The absolute *best* thing about JSTL is the XML processing tags. They are INCREDIBLY powerful! I can't believe how cool they are. Using a simple import tag, you can grab your XML from anywhere (file or http request) and then use the other XML tags to loop through the XML and present it to your users. I don't really like XSLT - it's okay, but it's difficult for me to use. I mean, I do like how XSL is separate from a server implementation - an XSL stylesheet you write can be used by any XSL processor, but other than its portability, XSLT is just a bitch to use. Errors are cryptic and the results can be many times incredibly mysterious. Add any sort of complexity to the transform and the XSL page can be *HUGE* as well.

The one thing I like about XSL is its use of XPath. And happily, the JSTL uses it as well! AWESOME! So now you can use the power of loops and if logic on your page like you would normally do, but instead of doing it with SQL data, you're doing it with XML data queried via XPath. It really works well and the development time (when compared with XSL) is insanely quick. But hey, if you want to use XSL, JSTL supports using XSL stylesheets just as easily, so you don't have to pick or choose. Some things will naturally be easier to do via logical loops and ifs, other stuff will be more straight forward transformations.

So now I've come really, really close to having everything I need to quickly and easily produce modern web content via XML, but without much excess baggage. I have control over the URLs, separation of logic and presentation and presentation based on XML manipulation or transformation. The only thing left is the XML itself. And that's where XML Access Objects come in (finally). It's a revelation that just recently came to me and I'm still working out the issues, but hopefully you'll see the core of the idea and why its so cool.

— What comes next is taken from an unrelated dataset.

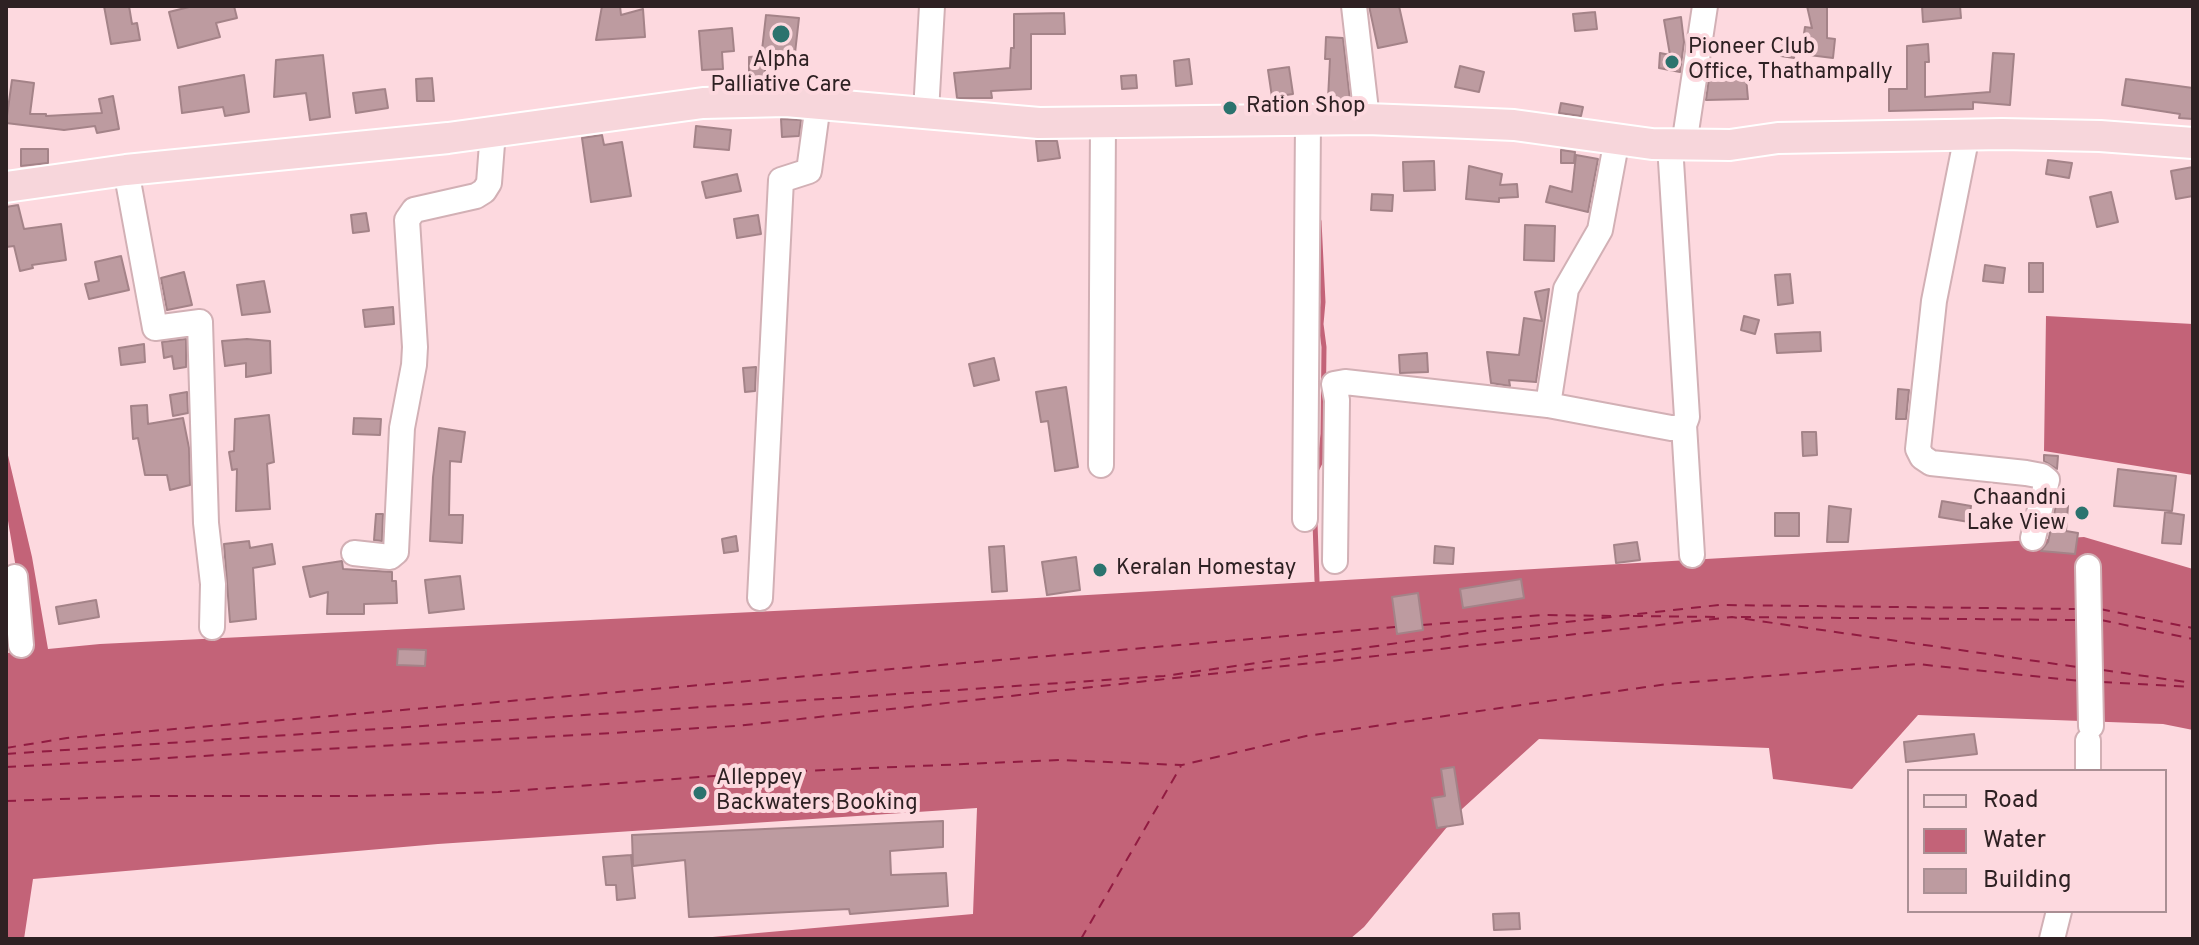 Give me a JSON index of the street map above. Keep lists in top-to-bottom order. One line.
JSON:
{"places":["Alpha Palliative Care","Pioneer Club Office, Thathampally","Ration Shop","Chaandni Lake View","Keralan Homestay","Alleppey Backwaters Booking"],"legend":["Road","Water","Building"]}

You can think of XAOs as Data Access Objects for XML. They separate the application from the source of the data (which can be a database, an xml page, or whatever), but instead of returning some sort of Map or Collection of Beans like DAOs do, these classes only produce XML.

Here's the XAO interface:

public interface XAO {
        
        public String getXML();
        
        public String getXML(String xml) throws XAOException;
        
        public void setXML(String xml) throws XAOException;
        
        public String getSchema();
        
        public String getParamSchema();

}


What this does is create an standard interface for dealing with XML data in your application, but without specifying the implementation. Don't be mistaken by the first glance - XAOs aren't an object representation of XML or anything like that, they are simply XML generators. Once you've got that XML in your hands (generated from any source) your options are incredibly broad.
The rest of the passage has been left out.